- **Supplied entries**
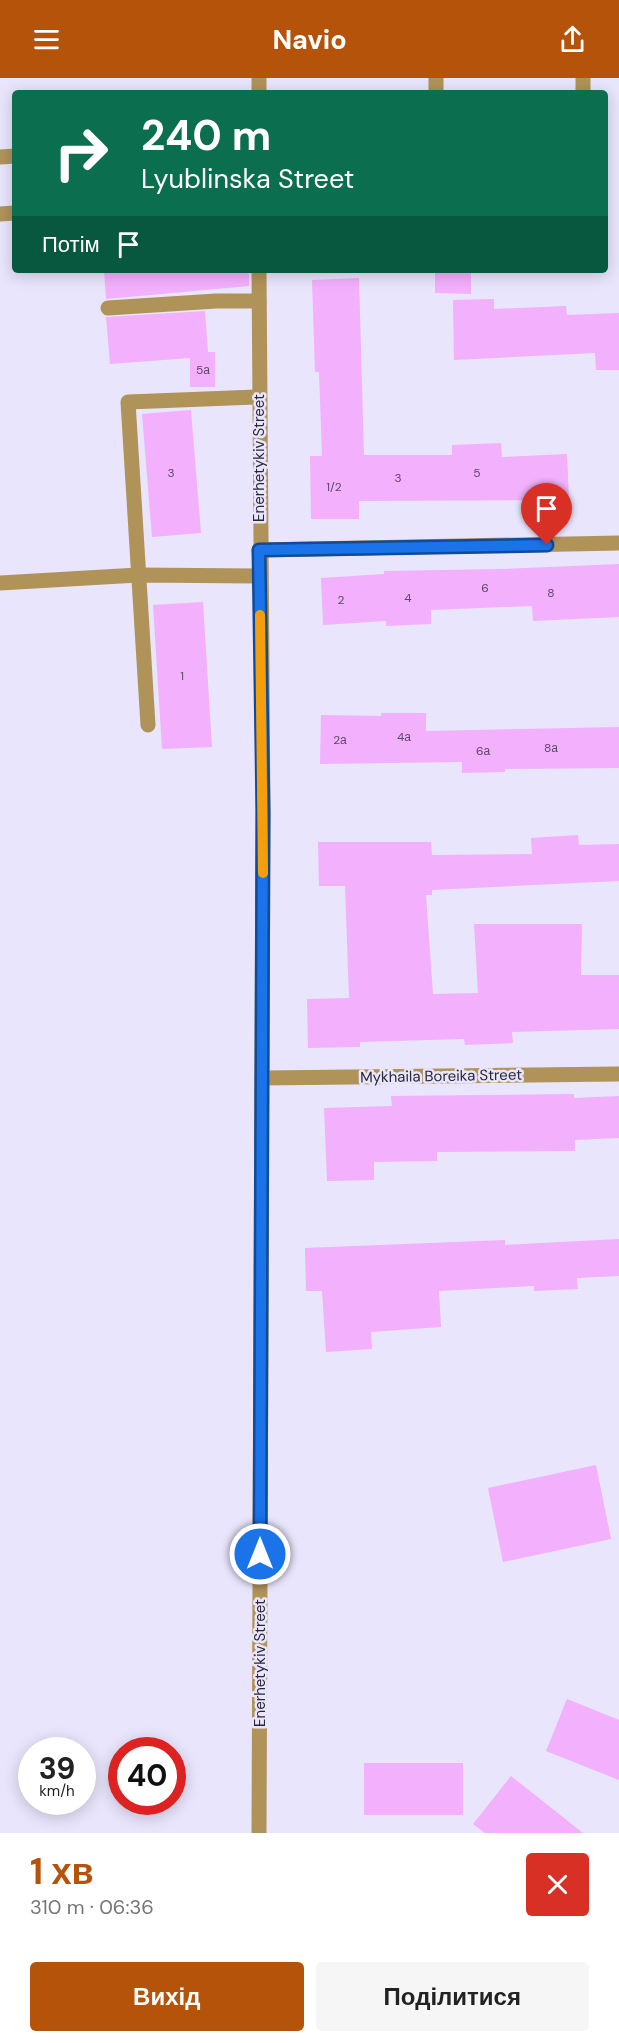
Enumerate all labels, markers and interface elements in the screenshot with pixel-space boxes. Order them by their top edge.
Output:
text: Navio [272,22,347,57]
icon: menu [30,23,63,56]
icon: share [556,23,589,56]
text: 240 m [141,108,271,163]
icon: right [42,114,120,192]
text: Lyublinska Street [141,161,354,196]
icon: arrive [112,228,145,261]
text: Потім [42,230,100,259]
house number: 5а [196,362,210,378]
street label: Enerhetykiv Street [249,394,269,522]
house number: 3 [167,465,175,481]
house number: 5 [473,465,481,481]
house number: 3 [394,470,402,486]
house number: 1/2 [326,479,342,495]
pin [521,483,572,545]
icon: arrive [530,492,563,525]
house number: 6 [481,580,489,596]
house number: 8 [547,585,555,601]
house number: 4 [404,590,412,606]
house number: 2 [338,592,345,608]
house number: 1 [180,668,184,684]
house number: 4а [397,729,411,745]
house number: 2а [333,732,347,748]
house number: 8а [544,740,558,756]
house number: 6а [476,743,490,759]
street label: Mykhaila Boreika Street [360,1065,522,1087]
position arrow [228,1522,292,1586]
street label: Enerhetykiv Street [250,1599,270,1727]
speed limit sign: 40 [108,1737,186,1815]
text: 39 [39,1749,75,1788]
text: km/h [39,1781,75,1801]
text: 1 хв [30,1848,94,1895]
button: close [526,1853,589,1916]
text: 310 m · 06:36 [30,1894,154,1920]
button: Вихід [30,1962,304,2031]
button: Поділитися [316,1962,589,2031]

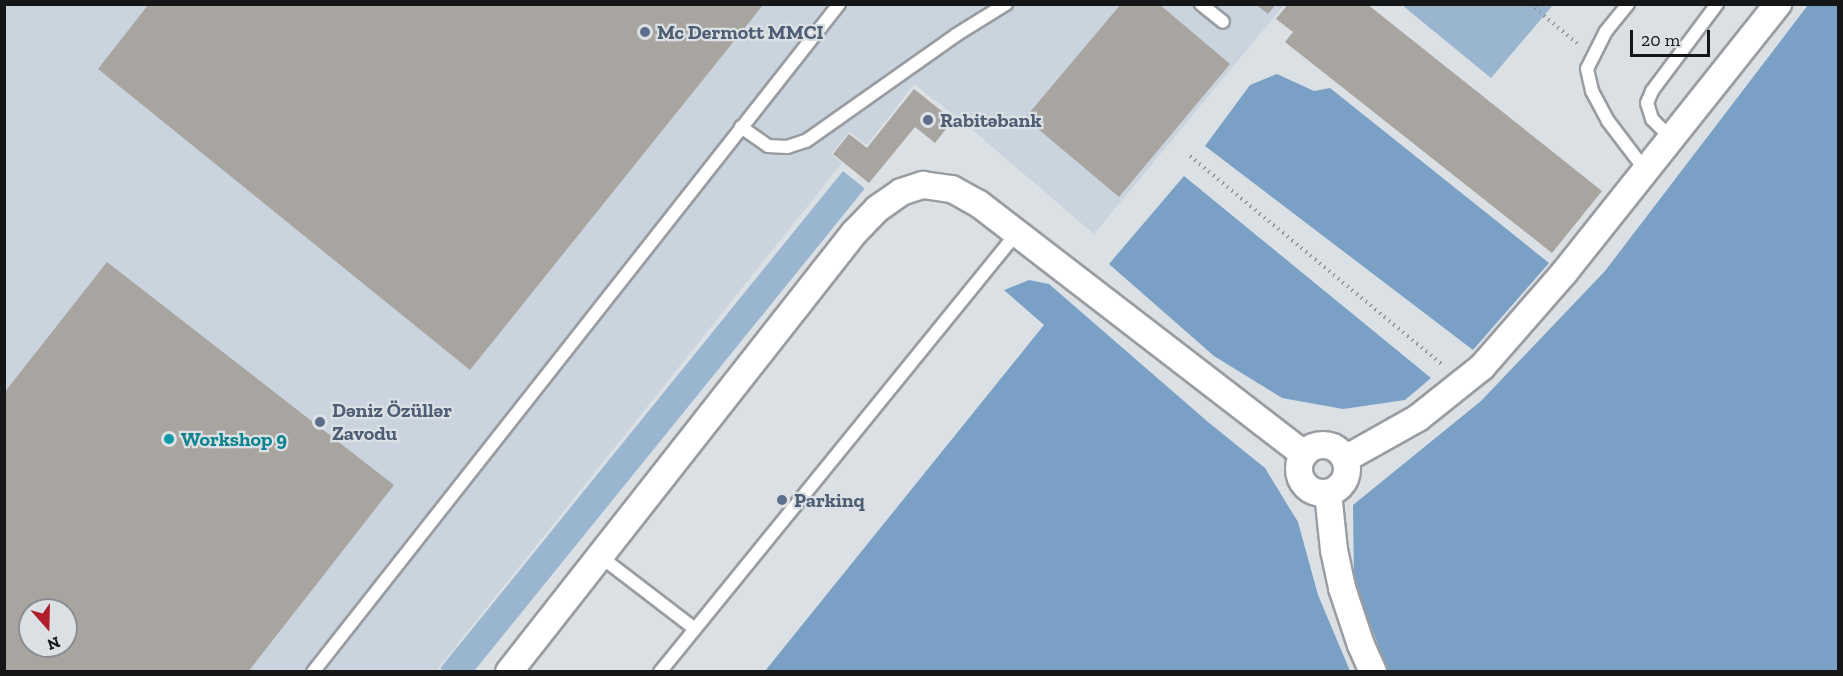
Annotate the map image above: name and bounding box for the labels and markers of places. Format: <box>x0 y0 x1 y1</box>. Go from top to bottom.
place label: Mc Dermott MMCI <box>657 20 824 44</box>
marker: Mc Dermott MMCI <box>638 25 652 39</box>
place label: Rabitəbank <box>940 108 1042 132</box>
marker: Rabitəbank <box>921 113 935 127</box>
place label: Dəniz Özüllər Zavodu <box>332 398 452 445</box>
marker: Dəniz Özüllər Zavodu <box>313 415 327 429</box>
place label: Workshop 9 <box>181 427 287 451</box>
marker: Workshop 9 <box>162 432 176 446</box>
place label: Parkinq <box>794 488 865 512</box>
marker: Parkinq <box>775 493 789 507</box>

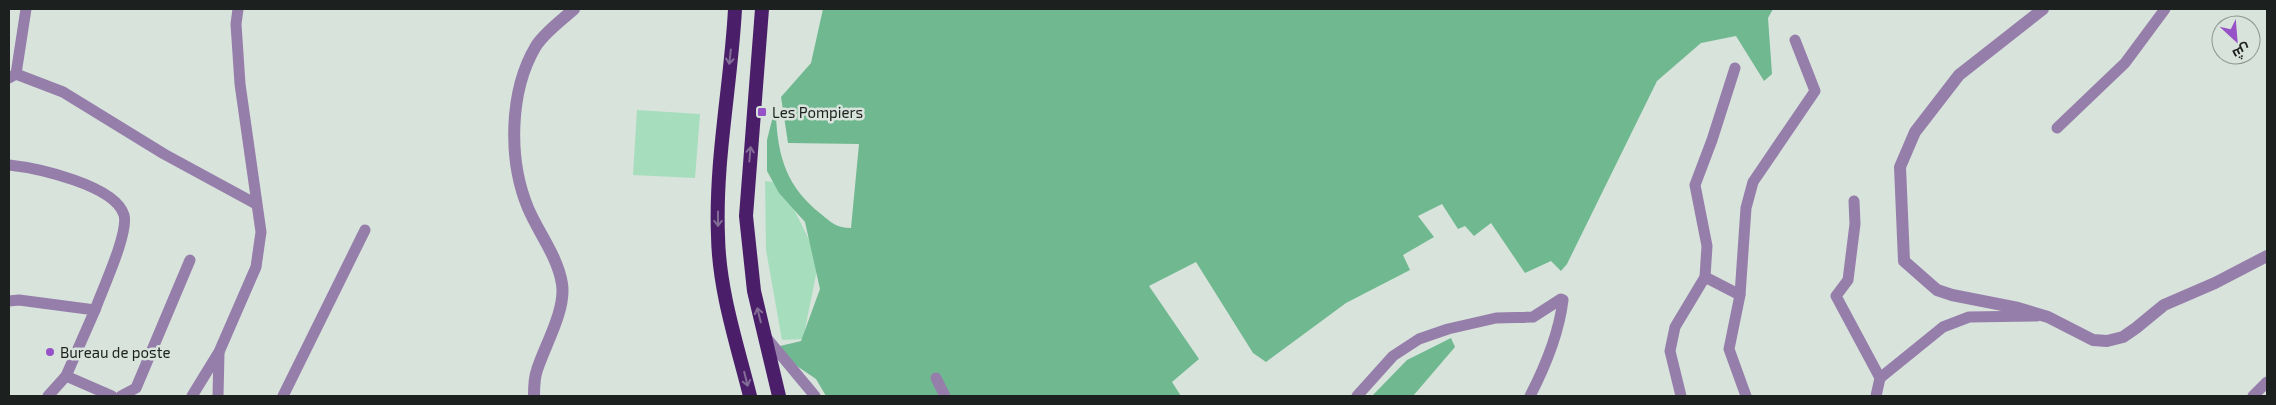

- **Work task**
For this step, transcribe all the material above exactly and drop the images.

- **Task solution**
Enumerate all labels, markers and interface elements in the screenshot with pixel-space boxes. Order them by their top edge.
Output:
text: Navio [272,22,347,57]
icon: menu [30,23,63,56]
icon: share [556,23,589,56]
text: 240 m [141,108,271,163]
icon: right [42,114,120,192]
text: Lyublinska Street [141,161,354,196]
icon: arrive [112,228,145,261]
text: Потім [42,230,100,259]
house number: 5а [196,362,210,378]
street label: Enerhetykiv Street [249,394,269,522]
house number: 3 [167,465,175,481]
house number: 5 [473,465,481,481]
house number: 3 [394,470,402,486]
house number: 1/2 [326,479,342,495]
pin [521,483,572,545]
icon: arrive [530,492,563,525]
house number: 6 [481,580,489,596]
house number: 8 [547,585,555,601]
house number: 4 [404,590,412,606]
house number: 2 [338,592,345,608]
house number: 1 [180,668,184,684]
house number: 4а [397,729,411,745]
house number: 2а [333,732,347,748]
house number: 8а [544,740,558,756]
house number: 6а [476,743,490,759]
street label: Mykhaila Boreika Street [360,1065,522,1087]
position arrow [228,1522,292,1586]
street label: Enerhetykiv Street [250,1599,270,1727]
speed limit sign: 40 [108,1737,186,1815]
text: 39 [39,1749,75,1788]
text: km/h [39,1781,75,1801]
text: 1 хв [30,1848,94,1895]
button: close [526,1853,589,1916]
text: 310 m · 06:36 [30,1894,154,1920]
button: Вихід [30,1962,304,2031]
button: Поділитися [316,1962,589,2031]

Annotate the map image above: name and bounding box for the labels and markers of places. Format: <box>x0 y0 x1 y1</box>. Go from top to bottom.
place label: Mc Dermott MMCI <box>657 20 824 44</box>
marker: Mc Dermott MMCI <box>638 25 652 39</box>
place label: Rabitəbank <box>940 108 1042 132</box>
marker: Rabitəbank <box>921 113 935 127</box>
place label: Dəniz Özüllər Zavodu <box>332 398 452 445</box>
marker: Dəniz Özüllər Zavodu <box>313 415 327 429</box>
place label: Workshop 9 <box>181 427 287 451</box>
marker: Workshop 9 <box>162 432 176 446</box>
place label: Parkinq <box>794 488 865 512</box>
marker: Parkinq <box>775 493 789 507</box>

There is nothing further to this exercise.